What have I tried to do? Lots of things. I have divided complex operations into parts (commented lines in the code), tried various nvcc
flags, but all this has no effect.
Example:
nvcc -x cu main.cpp
NV CUDA distAfter2 = 3.359238708155382058e-01
nvcc -x cu main.cpp --fmad=false --gpu-architecture=compute_89 -ftz=false -prec-div=true -prec-sqrt=true
NV CUDA distAfter2 = 3.359238709455678040e-01
The second value is better than when compiling without flags, but it is equally wrong globally.
When I was on the OpenCL forums, I was told that the GPU physically cannot count as accurately as the CPU due to the lack of a math coprocessor on the GPU. However, this does not match reality. As I mentioned, the values of the first variable match completely in the bitwise representation (I output many decimal places via printf()
and they all matched, which I think indicates that the bitwise representation was the same).
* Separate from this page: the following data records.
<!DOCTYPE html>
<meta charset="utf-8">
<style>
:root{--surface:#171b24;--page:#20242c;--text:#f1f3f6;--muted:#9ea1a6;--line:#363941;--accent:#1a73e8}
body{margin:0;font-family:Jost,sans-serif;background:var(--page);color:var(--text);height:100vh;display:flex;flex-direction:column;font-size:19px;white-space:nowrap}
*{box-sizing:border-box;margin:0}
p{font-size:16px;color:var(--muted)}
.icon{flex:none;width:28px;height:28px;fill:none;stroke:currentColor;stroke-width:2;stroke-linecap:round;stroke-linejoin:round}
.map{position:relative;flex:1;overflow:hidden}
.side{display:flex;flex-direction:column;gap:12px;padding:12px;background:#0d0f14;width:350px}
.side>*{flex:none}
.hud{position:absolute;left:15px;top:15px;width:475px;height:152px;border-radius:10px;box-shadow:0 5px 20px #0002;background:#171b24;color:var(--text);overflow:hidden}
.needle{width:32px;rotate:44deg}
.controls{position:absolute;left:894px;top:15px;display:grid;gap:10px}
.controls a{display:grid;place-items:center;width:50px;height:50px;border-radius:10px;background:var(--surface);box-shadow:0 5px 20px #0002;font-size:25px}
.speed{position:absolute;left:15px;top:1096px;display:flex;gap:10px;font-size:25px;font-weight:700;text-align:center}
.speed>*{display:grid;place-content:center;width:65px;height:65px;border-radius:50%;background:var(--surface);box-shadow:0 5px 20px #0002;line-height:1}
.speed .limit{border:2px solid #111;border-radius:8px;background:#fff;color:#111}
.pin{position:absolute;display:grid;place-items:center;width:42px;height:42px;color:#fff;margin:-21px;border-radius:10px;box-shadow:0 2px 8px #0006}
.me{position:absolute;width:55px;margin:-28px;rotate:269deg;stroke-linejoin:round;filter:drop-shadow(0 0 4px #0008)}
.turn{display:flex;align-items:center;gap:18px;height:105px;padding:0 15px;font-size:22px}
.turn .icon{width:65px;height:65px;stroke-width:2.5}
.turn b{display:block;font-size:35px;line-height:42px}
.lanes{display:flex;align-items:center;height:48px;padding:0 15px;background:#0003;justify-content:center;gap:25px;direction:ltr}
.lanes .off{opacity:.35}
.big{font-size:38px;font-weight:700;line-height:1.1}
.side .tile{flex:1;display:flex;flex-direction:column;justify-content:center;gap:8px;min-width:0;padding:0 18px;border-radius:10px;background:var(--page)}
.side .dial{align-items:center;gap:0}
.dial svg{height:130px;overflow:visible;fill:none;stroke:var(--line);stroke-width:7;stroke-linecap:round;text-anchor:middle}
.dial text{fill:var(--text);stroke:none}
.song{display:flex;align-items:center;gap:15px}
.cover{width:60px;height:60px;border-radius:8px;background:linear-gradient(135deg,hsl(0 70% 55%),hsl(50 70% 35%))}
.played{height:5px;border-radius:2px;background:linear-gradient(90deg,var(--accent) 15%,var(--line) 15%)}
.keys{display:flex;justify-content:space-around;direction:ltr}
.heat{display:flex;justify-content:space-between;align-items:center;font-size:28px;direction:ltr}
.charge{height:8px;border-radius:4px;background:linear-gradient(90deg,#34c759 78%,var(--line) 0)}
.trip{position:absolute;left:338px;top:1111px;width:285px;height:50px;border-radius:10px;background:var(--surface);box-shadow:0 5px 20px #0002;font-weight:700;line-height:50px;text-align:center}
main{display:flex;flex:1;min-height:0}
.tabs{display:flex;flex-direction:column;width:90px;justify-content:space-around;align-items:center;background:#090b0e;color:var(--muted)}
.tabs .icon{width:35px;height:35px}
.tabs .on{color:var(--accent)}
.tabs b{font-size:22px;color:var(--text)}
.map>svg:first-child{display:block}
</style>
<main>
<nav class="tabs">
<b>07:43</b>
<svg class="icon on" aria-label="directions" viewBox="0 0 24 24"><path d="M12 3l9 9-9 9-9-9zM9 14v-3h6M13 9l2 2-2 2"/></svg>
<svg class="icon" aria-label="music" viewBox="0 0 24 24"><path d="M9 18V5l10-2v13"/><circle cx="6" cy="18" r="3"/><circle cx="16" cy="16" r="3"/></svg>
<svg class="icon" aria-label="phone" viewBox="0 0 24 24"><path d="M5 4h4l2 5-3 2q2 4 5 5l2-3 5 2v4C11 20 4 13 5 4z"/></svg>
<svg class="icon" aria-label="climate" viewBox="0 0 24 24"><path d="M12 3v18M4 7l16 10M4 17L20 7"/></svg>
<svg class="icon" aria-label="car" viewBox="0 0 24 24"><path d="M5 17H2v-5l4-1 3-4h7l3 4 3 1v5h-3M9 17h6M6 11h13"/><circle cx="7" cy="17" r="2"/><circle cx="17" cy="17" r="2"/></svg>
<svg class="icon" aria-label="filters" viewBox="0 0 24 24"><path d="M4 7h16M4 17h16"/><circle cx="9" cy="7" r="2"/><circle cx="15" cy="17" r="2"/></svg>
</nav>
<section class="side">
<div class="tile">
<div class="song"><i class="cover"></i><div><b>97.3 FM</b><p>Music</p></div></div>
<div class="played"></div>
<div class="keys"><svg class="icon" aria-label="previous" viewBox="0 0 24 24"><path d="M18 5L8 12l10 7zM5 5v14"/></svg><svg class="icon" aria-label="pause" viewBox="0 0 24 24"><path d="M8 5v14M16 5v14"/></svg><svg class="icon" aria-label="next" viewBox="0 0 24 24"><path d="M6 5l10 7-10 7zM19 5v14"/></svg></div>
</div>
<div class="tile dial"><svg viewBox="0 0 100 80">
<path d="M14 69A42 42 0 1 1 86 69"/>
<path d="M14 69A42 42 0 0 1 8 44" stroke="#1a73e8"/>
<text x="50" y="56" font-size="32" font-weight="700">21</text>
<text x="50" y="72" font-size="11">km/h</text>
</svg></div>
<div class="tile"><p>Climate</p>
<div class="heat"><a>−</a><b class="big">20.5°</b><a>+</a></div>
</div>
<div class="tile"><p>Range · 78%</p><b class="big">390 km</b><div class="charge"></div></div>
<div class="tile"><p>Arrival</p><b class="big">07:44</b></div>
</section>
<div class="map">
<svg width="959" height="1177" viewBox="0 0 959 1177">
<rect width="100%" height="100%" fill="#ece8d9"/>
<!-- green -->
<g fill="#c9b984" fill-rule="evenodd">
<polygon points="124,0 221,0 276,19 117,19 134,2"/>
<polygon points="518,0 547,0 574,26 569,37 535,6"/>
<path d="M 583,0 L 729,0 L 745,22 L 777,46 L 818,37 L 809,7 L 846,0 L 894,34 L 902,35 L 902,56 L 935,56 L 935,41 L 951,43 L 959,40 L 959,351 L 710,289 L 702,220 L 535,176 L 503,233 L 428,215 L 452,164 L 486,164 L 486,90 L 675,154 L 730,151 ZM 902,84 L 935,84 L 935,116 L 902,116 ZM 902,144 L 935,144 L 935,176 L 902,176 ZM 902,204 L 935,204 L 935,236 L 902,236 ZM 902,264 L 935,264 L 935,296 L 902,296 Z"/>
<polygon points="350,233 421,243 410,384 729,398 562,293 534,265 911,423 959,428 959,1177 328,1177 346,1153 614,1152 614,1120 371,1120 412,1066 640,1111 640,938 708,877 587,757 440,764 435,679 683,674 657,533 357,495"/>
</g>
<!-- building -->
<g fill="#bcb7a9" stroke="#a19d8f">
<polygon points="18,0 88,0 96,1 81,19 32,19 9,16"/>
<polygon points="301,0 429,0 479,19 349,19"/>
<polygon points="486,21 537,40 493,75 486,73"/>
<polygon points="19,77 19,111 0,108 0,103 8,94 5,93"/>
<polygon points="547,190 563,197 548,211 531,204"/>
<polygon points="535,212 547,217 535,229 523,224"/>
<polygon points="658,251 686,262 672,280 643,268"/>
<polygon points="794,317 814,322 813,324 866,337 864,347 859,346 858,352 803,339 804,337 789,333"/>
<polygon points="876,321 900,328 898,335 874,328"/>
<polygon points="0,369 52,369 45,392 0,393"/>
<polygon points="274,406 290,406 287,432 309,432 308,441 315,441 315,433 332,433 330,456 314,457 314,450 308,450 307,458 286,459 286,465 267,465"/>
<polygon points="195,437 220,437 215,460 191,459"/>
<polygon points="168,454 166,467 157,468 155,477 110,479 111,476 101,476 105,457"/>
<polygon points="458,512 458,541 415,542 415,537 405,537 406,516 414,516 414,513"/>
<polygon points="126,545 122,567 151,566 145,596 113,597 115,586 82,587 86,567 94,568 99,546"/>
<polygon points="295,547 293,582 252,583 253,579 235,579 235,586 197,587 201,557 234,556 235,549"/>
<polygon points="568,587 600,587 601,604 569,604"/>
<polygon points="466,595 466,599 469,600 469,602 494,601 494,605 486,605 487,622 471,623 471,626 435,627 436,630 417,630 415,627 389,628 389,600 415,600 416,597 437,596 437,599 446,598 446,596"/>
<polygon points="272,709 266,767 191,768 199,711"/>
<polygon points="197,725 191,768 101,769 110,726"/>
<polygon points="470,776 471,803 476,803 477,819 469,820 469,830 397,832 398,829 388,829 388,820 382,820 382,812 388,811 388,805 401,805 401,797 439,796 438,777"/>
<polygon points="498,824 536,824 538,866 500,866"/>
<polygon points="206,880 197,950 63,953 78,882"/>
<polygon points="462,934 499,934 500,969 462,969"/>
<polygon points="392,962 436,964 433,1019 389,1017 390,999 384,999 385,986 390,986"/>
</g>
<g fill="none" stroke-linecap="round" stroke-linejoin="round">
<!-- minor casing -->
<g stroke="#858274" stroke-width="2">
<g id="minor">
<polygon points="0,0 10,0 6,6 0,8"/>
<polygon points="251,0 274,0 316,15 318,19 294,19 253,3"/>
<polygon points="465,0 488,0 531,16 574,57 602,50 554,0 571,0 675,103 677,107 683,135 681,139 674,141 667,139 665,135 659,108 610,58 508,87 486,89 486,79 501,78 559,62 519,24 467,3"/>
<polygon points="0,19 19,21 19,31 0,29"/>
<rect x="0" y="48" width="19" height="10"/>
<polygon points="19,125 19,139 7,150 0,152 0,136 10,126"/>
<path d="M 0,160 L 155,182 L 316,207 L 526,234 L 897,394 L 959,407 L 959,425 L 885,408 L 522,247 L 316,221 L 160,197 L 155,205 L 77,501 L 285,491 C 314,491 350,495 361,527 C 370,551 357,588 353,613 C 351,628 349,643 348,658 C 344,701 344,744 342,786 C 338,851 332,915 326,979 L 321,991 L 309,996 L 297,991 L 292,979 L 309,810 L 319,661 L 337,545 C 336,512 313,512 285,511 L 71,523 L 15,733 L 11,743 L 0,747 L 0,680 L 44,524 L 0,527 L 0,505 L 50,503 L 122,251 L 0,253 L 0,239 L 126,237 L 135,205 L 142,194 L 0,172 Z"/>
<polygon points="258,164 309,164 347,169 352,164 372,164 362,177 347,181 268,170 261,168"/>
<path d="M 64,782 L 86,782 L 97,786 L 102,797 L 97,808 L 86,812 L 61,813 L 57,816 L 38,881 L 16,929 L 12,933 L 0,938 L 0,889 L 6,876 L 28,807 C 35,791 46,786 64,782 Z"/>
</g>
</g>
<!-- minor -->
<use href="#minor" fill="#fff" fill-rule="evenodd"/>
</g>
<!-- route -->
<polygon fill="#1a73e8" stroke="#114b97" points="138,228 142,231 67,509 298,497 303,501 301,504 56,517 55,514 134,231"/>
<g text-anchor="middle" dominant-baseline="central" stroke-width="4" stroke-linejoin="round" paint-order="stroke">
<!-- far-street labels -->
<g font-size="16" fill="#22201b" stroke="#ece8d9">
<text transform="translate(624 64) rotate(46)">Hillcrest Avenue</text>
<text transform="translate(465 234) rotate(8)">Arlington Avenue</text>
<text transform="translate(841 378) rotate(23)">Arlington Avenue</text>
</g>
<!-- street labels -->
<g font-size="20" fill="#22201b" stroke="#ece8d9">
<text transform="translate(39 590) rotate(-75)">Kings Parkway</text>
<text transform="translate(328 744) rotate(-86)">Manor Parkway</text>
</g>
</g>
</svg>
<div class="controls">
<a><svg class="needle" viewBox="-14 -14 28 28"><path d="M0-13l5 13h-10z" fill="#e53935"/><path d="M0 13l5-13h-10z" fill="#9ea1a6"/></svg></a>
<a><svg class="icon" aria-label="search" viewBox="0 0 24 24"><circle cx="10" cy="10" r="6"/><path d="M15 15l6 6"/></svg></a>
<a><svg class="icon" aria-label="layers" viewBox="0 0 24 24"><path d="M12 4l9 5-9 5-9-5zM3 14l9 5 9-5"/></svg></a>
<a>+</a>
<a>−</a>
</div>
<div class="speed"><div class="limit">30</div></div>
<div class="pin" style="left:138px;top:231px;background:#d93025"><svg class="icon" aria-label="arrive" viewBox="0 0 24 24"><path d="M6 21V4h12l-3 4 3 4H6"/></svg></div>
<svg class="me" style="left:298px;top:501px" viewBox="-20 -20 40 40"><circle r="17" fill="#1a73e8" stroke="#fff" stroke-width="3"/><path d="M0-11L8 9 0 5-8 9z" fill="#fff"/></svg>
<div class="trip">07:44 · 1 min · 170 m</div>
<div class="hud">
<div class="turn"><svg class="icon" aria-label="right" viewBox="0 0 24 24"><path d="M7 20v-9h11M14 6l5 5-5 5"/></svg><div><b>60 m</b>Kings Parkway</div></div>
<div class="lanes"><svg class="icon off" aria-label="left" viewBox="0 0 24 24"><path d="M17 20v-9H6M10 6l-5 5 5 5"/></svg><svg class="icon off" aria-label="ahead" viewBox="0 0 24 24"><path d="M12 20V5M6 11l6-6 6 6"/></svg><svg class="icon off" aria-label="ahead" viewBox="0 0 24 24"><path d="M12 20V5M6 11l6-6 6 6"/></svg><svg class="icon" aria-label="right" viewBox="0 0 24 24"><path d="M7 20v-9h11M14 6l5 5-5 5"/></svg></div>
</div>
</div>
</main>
Hence, the GPU CAN calculate as accurately as the CPU. But it won’t.
Actually, this is my question - how to make the program, first, make all calculations with the same accuracy (instead of 16/13/…/6 matching digits), and, second, make the calculations match the CPU version?
Thank you so much for any help you can give!
P.S. I’m using CUDA 12.4 along with an RTX 4080. Realizing that this is a gaming GPU, I tested the program on our NVidia A100 running CUDA 12.1. There are no differences. It’s clearly not about game/computing optimized drivers.
P.P.S. I’d also like to point out that in terms of the problem I’m describing, the computational shader (with my redefined trigonometry) works much better. In addition to the fact that the accuracy there does not “jump”, the values are 5-10 times more accurate.